On Wednesday, the Trinidad-headquartered company informed employees of its intention to offer voluntary separation packages as the 35-year-old cement manufacturer embarks on another phase of its financial and operational restructuring programme started in October 2015.
“The company is continuing this initiative now because the first phase of the restructuring has not yielded the results that are necessary to attain profitability and competitiveness,” a statement from the company said.
It blamed unfavourable economic conditions globally and in the region, which “regrettably make it necessary to further reduce costs in all areas of our operations.
“With significant excess cement capacity in the region and highly competitive price sensitive markets, cost reduction is vital for Arawak to return to profitability and improve competitiveness in this market and grow export in the region, ” it added.
Last October, 40 workers at the Checker Hall plant were made redundant as part of a comprehensive restructuring plan which the company said was designed to save the operation from going under.
The then General Manager Rupert Greene had explained at the time that Arawak had been recording significant losses since 2008, while its cost of production was significantly higher than that of other subsidiaries in the Trinidad-based TCL Group.
Greene had also identified the high cost of energy and labour as the two largest components affecting the company’s performance, saying its viability was at risk unless the current mode of operation was significantly transformed.
However, in May of this year Arawak boasted of a turnaround after Greene was replaced by Manuel Toro, a Stanford University-trained mechanical engineer, who admitted that harsh measures had to be taken for Arawak to become competitive.
Company officials had also reported back then that despite added competition in the local and export markets, its earnings before interest, tax, depreciation and amortization (EBITDA) had increased last year.

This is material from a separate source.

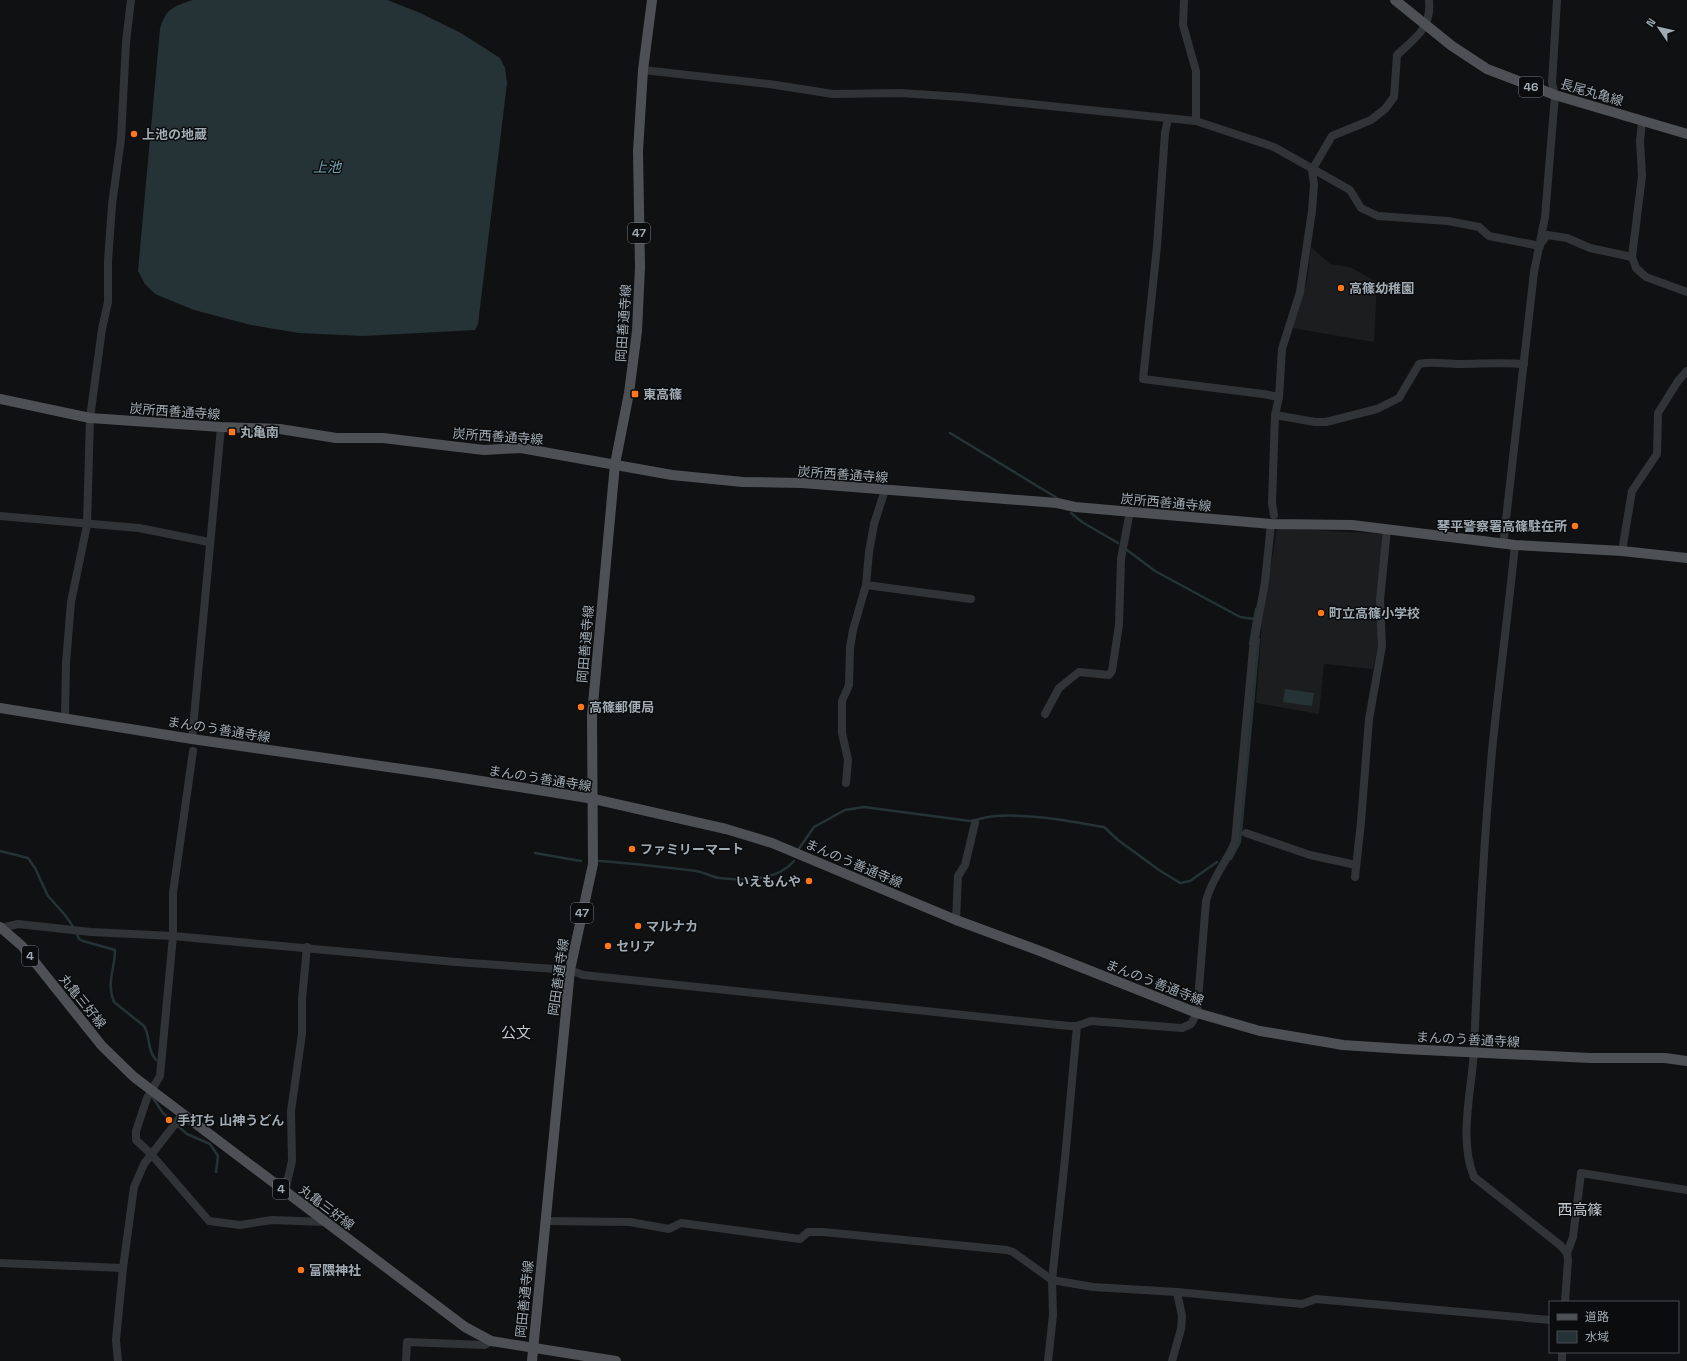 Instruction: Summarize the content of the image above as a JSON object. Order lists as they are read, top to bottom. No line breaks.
{"streets":{"main road":["46","長尾丸亀線","47","岡田善通寺線","炭所西善通寺線","まんのう善通寺線","4","丸亀三好線"]},"crossings":[["岡田善通寺線","炭所西善通寺線"],["岡田善通寺線","まんのう善通寺線"],["岡田善通寺線","丸亀三好線"]],"districts":["公文","西高篠"],"water":["上池"],"places":{"other":["上池の地蔵","高篠幼稚園","琴平警察署高篠駐在所","町立高篠小学校","高篠郵便局","ファミリーマート","いえもんや","マルナカ","セリア","手打ち 山神うどん","富隈神社"],"transit":["東高篠","丸亀南"]},"legend":["道路","水域"],"north":"top left"}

In fact, they described 2015 as a “very encouraging” year for the former monopoly cement provider which reported improved operational efficiencies and a 20 per cent increase in exports, compared to 2014.
On Wednesday morning, General Manager Manuel Toro was singing a different tune as he met with employees at the St Lucy plant to inform them of the need to continue the restructuring process that will commence over the coming weeks.
The company has not yet said how many workers it is aiming to send home, but has promised that “all severance will be done in accordance with the collective agreements currently in force with the Barbados Workers’ Union and the National Union of Public Workers. It has plans to meet with the two unions shortly to discuss the terms of the voluntary separation.
Toro said TCL’s $20 million investment in Arawak demonstrated the company’s commitment to the long-term development of the Barbados operation.
However, he said the cost of energy and labour, which are significantly higher than regional competitors, combined with a slowdown of the construction sector worldwide and in the region, were two key factors that have challenged its St Lucy operation.
Since November last year, Arawak has been faced with new domestic competition from the Mark Maloney-led Rock Hard Cement which entered the domestic market and is already taking credit for a drop in the price of the product on the market, as well as an improvement in quality.
In an exclusive interview with Barbados TODAY earlier this year, Maloney said cement prices had dropped by 30 per cent since his company came on the scene from US$220 per tonne to US$160 per tonne.
At the same time, the prominent businessman said there has been an improvement in the quality of both the product and customer service.